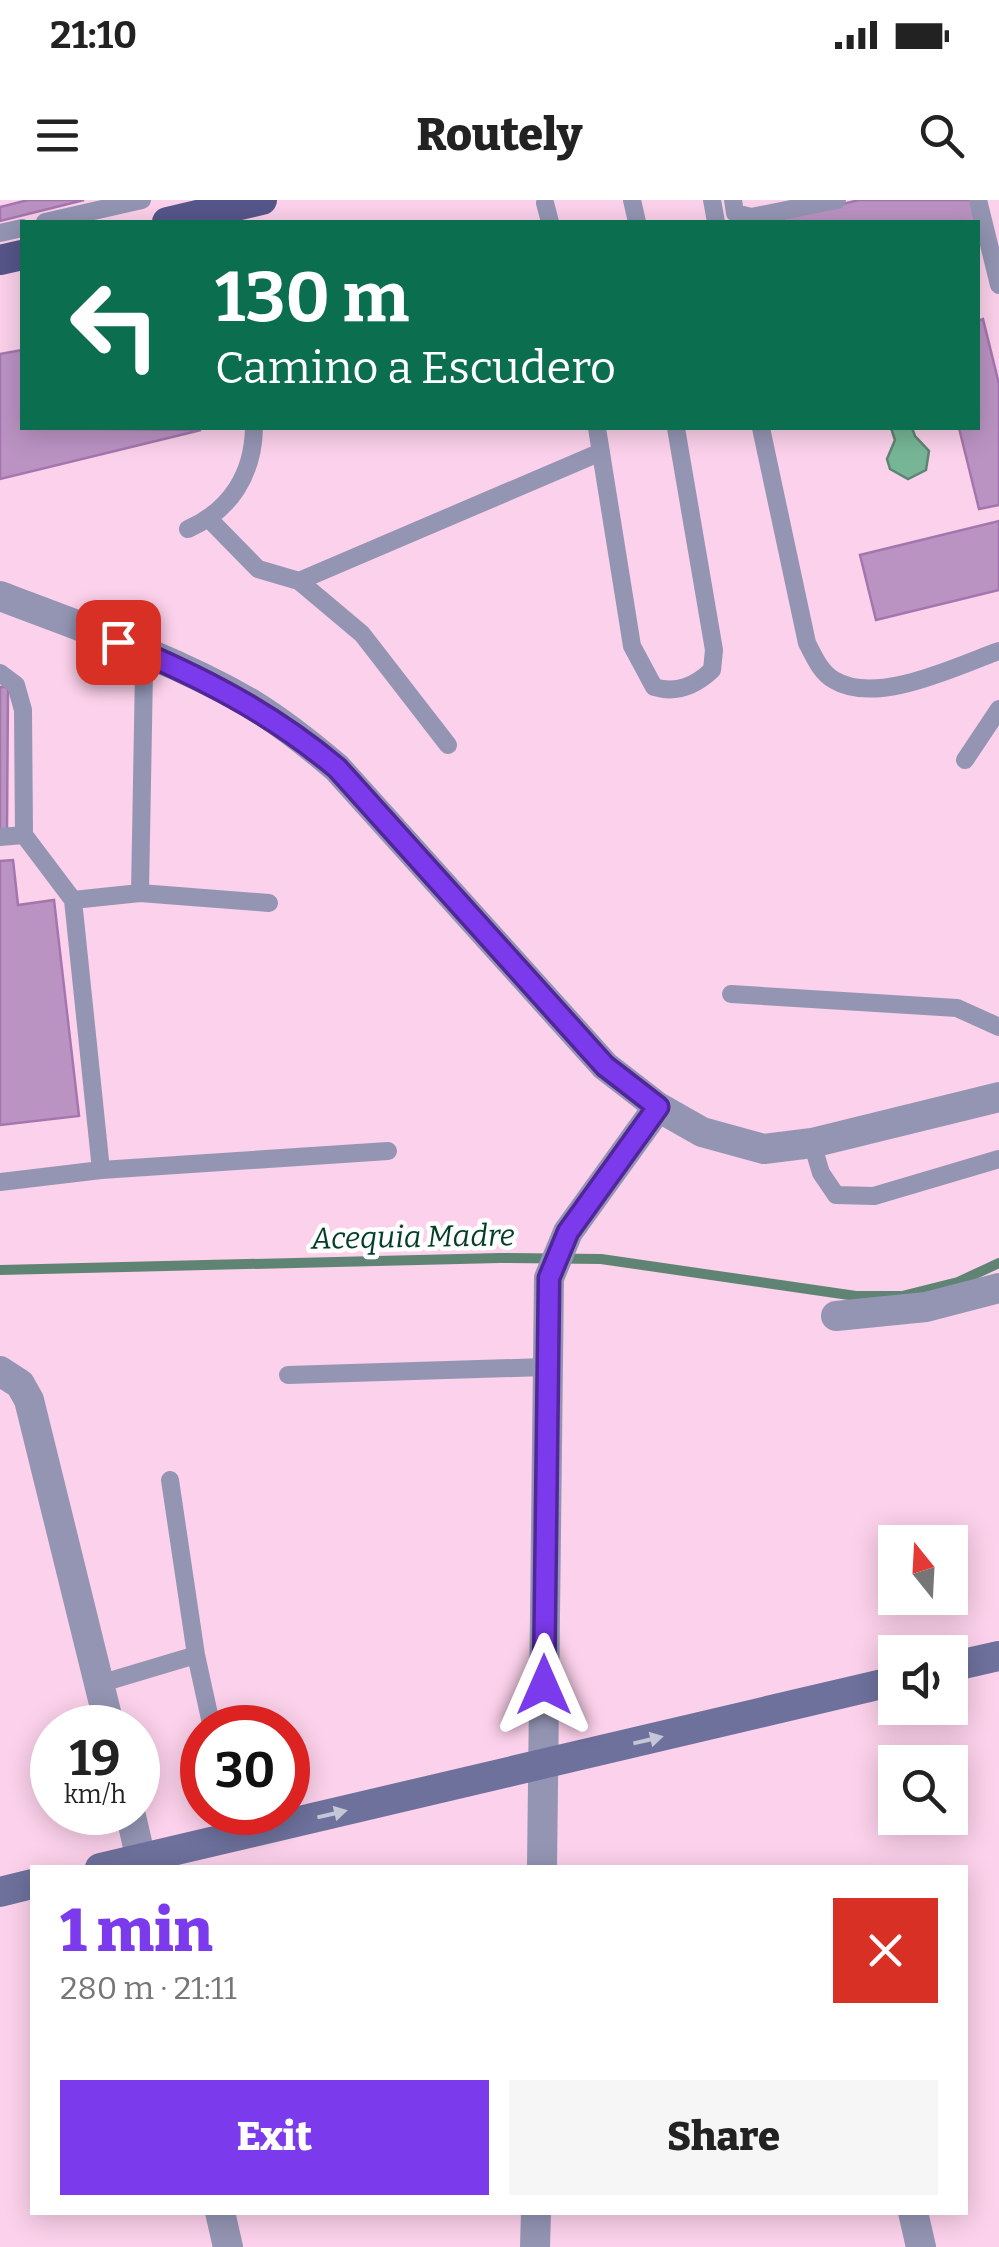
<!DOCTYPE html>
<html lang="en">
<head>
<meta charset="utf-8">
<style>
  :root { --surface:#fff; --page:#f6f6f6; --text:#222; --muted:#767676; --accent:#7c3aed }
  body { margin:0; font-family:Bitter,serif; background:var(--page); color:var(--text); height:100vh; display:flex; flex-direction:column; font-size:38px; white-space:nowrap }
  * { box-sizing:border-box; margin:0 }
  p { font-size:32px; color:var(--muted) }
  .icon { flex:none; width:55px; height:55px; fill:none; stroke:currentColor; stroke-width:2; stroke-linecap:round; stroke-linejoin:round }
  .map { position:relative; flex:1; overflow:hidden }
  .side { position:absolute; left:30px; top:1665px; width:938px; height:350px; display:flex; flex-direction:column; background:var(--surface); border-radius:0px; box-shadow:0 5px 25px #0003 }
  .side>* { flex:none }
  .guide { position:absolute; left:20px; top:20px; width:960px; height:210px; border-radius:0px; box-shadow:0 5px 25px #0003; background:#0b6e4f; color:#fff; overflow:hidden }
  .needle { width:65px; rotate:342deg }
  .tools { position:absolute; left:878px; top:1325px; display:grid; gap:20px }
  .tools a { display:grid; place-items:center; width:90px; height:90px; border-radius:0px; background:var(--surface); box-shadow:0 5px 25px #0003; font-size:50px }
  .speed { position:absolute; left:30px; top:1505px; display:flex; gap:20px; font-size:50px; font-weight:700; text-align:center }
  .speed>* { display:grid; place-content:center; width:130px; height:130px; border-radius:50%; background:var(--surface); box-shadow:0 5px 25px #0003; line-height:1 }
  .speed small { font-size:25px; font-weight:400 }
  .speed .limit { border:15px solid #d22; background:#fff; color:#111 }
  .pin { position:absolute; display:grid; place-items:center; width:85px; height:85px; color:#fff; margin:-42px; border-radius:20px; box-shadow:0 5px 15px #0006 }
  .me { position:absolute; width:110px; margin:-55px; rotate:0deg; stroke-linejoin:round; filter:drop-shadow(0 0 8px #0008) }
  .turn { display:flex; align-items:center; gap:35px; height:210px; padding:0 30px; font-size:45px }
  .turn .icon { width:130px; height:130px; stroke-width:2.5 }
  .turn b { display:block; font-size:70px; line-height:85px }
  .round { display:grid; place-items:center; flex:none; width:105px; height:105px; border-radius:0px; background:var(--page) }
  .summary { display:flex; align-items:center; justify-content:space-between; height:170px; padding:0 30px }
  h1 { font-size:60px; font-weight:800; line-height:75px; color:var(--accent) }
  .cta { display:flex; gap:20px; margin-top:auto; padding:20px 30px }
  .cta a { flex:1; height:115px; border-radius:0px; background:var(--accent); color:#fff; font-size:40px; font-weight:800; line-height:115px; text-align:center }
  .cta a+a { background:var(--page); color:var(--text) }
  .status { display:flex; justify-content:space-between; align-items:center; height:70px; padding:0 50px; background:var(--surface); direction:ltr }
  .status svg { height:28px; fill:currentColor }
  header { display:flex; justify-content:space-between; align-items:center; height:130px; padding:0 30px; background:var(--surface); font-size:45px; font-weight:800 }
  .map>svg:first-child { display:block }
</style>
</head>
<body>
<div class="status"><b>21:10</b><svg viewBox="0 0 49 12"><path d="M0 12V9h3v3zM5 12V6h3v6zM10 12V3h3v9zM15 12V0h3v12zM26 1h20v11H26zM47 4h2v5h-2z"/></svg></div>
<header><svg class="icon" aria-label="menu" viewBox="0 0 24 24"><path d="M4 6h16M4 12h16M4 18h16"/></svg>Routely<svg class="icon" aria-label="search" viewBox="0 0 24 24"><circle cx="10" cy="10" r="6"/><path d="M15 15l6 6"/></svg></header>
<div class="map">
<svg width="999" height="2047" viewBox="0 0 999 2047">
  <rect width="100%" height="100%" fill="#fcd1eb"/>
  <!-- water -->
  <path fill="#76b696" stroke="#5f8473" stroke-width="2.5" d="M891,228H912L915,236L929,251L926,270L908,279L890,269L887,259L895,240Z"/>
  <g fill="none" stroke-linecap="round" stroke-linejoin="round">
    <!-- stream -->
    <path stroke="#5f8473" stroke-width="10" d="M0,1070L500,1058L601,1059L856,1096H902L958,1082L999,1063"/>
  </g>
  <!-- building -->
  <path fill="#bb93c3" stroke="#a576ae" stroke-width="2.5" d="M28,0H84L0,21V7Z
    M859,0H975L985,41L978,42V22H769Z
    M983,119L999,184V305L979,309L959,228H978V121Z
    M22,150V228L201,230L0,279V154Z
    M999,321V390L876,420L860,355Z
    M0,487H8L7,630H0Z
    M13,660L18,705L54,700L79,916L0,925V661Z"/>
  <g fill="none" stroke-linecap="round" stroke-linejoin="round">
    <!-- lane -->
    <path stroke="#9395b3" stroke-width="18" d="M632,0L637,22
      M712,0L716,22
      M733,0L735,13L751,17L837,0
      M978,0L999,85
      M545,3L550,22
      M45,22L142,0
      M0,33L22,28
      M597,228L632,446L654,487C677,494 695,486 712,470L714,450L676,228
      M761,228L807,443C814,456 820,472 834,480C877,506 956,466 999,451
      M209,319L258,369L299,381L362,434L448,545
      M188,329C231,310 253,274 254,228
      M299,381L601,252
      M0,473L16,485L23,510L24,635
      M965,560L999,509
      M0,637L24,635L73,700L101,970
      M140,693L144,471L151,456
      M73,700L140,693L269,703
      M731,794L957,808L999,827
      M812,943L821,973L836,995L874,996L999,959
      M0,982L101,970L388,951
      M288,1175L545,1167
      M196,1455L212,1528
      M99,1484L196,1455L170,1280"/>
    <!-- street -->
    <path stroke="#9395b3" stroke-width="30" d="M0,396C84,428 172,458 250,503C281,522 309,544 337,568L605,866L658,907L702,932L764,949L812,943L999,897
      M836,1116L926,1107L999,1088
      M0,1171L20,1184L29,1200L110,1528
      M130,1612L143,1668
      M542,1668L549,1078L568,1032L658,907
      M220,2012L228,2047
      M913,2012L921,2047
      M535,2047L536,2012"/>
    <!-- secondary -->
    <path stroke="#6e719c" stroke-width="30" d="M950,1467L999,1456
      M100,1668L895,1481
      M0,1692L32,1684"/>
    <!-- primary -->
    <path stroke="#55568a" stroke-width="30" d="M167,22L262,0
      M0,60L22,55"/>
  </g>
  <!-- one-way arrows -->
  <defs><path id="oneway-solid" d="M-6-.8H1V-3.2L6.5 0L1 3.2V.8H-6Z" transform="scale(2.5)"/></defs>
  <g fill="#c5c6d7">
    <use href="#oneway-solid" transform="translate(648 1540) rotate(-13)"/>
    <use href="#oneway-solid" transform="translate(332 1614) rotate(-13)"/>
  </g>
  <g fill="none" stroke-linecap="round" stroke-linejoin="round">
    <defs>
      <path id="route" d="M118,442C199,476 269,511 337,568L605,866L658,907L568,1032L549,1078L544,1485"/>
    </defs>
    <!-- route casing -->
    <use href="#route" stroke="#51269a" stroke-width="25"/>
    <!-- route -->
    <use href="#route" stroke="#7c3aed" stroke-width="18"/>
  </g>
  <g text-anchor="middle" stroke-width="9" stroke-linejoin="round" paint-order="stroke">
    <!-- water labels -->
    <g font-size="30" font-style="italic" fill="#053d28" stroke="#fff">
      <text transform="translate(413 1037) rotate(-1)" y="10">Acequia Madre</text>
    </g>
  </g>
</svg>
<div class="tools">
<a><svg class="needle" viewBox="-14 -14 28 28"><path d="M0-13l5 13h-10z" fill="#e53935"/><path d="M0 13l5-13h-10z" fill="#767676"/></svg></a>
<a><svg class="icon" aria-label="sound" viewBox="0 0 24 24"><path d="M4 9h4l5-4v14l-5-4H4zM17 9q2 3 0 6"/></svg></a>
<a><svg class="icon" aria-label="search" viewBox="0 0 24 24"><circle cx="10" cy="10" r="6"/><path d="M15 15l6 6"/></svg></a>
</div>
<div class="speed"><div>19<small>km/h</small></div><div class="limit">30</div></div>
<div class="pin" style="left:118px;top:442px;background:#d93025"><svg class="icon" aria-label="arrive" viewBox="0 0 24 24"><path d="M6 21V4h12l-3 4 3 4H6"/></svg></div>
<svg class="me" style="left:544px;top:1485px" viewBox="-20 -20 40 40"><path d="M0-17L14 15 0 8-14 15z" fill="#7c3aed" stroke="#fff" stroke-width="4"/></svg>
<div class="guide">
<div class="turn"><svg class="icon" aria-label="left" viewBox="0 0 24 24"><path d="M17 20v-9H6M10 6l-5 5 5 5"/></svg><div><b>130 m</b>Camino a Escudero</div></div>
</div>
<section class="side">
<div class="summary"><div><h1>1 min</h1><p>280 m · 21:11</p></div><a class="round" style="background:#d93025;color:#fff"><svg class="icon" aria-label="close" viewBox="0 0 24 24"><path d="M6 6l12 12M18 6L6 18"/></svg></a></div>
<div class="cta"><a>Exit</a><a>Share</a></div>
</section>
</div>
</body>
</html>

__________

Please return only the lines above, starting at the line that has "<!-- water -->" and ending at the line that has "M0,487H8L7,630H0Z", keeping both and leaving each one unchanged.

Response:
  <!-- water -->
  <path fill="#76b696" stroke="#5f8473" stroke-width="2.5" d="M891,228H912L915,236L929,251L926,270L908,279L890,269L887,259L895,240Z"/>
  <g fill="none" stroke-linecap="round" stroke-linejoin="round">
    <!-- stream -->
    <path stroke="#5f8473" stroke-width="10" d="M0,1070L500,1058L601,1059L856,1096H902L958,1082L999,1063"/>
  </g>
  <!-- building -->
  <path fill="#bb93c3" stroke="#a576ae" stroke-width="2.5" d="M28,0H84L0,21V7Z
    M859,0H975L985,41L978,42V22H769Z
    M983,119L999,184V305L979,309L959,228H978V121Z
    M22,150V228L201,230L0,279V154Z
    M999,321V390L876,420L860,355Z
    M0,487H8L7,630H0Z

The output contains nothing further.